On October 22 Bunge (BG) reported disappointing revenue for the third quarter of 2009, missing Wall Street estimates by $900 million. And then the company guided Wall Street to expect earnings of just $3.10 to $3.50 for the full 2009 year instead of the $4.69 analysts had projected
Clearly Bunge hasn’t yet seen a turnaround in its markets.
The big problem seems to be fertilizer. Not only are demand down and price—as they are for all of the world’s fertilizer makers—but Bunge is still working through its inventory of higher priced raw materials. That last problem should be solved by December when, if the company is right about its sales projections, it will have worked through higher cost inventory and have brought costs in line with current market prices.
The company’s soy bean processing and edible oils businesses, however, produced a strong quarter that cancelled out some of the problems in the fertilizer segment. Looking forward, the company expects that a big harvest in North America plus a rebound in South American supply will give the company big crops to process at healthy margins since Argentina, which is expected to recover from 2009’s drought to produce a large crop in 2010, is low cost base of operations for Bunge.
Unfortunately, I expect that the weak third quarter earnings and the reduced guidance for the rest of 2009 will have a negative effect lasting more than a few days.
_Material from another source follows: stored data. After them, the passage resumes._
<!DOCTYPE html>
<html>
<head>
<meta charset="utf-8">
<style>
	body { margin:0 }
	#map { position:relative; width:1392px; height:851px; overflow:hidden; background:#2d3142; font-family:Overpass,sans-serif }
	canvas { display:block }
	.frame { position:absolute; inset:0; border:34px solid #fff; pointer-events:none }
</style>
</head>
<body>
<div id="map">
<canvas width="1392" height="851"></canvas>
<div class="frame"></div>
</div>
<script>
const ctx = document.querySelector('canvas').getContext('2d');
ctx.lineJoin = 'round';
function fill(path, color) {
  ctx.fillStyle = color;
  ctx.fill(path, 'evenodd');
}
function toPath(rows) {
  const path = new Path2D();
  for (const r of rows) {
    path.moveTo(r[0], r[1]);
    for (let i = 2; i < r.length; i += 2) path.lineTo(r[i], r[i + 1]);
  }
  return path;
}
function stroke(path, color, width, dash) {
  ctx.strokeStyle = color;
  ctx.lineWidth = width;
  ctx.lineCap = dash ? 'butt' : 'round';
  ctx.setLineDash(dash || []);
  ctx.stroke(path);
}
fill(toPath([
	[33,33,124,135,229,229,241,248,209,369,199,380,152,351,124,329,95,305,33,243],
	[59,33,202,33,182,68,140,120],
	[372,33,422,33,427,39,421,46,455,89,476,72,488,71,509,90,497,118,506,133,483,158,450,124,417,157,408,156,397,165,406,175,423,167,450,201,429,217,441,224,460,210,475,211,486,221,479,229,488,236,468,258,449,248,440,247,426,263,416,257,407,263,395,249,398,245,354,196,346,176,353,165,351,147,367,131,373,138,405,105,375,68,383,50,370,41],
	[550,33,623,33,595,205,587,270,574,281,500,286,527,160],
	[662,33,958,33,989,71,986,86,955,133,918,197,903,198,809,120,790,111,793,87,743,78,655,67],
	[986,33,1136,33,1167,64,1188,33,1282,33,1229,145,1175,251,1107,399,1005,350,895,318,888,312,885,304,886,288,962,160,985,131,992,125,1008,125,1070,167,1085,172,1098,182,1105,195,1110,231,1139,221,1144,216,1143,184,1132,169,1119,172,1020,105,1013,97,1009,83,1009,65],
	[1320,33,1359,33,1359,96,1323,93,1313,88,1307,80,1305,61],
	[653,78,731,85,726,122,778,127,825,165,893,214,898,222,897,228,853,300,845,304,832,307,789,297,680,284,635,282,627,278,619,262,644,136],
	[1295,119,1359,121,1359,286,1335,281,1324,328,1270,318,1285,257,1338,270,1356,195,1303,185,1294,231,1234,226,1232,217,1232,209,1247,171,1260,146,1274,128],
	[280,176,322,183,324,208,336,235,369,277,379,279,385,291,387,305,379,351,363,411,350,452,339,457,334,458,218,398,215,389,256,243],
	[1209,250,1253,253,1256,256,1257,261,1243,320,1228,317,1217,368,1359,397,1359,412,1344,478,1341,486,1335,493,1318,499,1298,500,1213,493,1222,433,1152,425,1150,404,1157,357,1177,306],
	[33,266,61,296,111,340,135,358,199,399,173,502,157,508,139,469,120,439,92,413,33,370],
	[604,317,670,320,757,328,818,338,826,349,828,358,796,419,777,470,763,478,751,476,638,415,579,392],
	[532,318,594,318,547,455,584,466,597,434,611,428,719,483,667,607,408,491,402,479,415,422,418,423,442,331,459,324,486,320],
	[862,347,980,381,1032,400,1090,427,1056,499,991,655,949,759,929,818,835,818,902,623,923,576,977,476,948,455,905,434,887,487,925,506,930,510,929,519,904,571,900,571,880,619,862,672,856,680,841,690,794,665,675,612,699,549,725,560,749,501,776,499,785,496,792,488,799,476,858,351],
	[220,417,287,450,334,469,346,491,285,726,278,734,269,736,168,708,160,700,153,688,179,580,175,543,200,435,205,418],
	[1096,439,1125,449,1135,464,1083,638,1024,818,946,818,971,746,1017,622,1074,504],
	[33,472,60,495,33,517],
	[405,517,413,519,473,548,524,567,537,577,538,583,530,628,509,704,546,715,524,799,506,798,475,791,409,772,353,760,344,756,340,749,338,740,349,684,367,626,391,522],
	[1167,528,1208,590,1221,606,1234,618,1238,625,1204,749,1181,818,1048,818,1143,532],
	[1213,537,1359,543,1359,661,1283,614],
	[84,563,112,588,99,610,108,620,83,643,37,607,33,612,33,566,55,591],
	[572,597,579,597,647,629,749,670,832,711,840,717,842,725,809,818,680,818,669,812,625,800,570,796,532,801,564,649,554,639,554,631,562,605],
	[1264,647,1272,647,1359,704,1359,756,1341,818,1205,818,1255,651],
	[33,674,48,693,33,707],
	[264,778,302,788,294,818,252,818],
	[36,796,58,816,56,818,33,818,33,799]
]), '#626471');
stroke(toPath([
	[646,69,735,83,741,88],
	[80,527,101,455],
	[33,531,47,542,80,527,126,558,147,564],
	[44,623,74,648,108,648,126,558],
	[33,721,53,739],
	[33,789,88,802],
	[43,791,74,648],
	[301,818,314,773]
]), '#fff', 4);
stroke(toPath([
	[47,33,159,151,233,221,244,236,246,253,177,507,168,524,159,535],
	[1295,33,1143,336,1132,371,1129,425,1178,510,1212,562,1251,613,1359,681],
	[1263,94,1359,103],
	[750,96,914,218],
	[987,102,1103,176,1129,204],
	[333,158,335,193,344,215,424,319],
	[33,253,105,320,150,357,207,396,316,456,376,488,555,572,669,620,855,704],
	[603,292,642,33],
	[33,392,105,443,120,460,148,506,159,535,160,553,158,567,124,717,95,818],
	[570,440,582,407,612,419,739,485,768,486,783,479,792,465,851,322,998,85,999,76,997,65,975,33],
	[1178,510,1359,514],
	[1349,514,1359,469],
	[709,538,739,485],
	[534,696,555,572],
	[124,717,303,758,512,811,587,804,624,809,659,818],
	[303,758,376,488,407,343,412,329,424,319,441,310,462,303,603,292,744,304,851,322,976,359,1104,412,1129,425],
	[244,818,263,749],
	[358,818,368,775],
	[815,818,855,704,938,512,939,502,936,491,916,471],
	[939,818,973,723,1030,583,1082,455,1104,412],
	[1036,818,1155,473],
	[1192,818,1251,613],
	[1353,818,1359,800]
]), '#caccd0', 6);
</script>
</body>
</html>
On October 22, based on those weak results, Standard & Poor’s put the company’s corporate credit rating on watch with negative implications. The company’s $4.1 billion in debt is currently rated BBB-. The action by S&P isn’t a guarantee that the company will get downgraded but it is enough to make investors worry.
That’s never good for a stock’s price.
Full disclosure: I do not own or control shares of any stock mentioned in this post.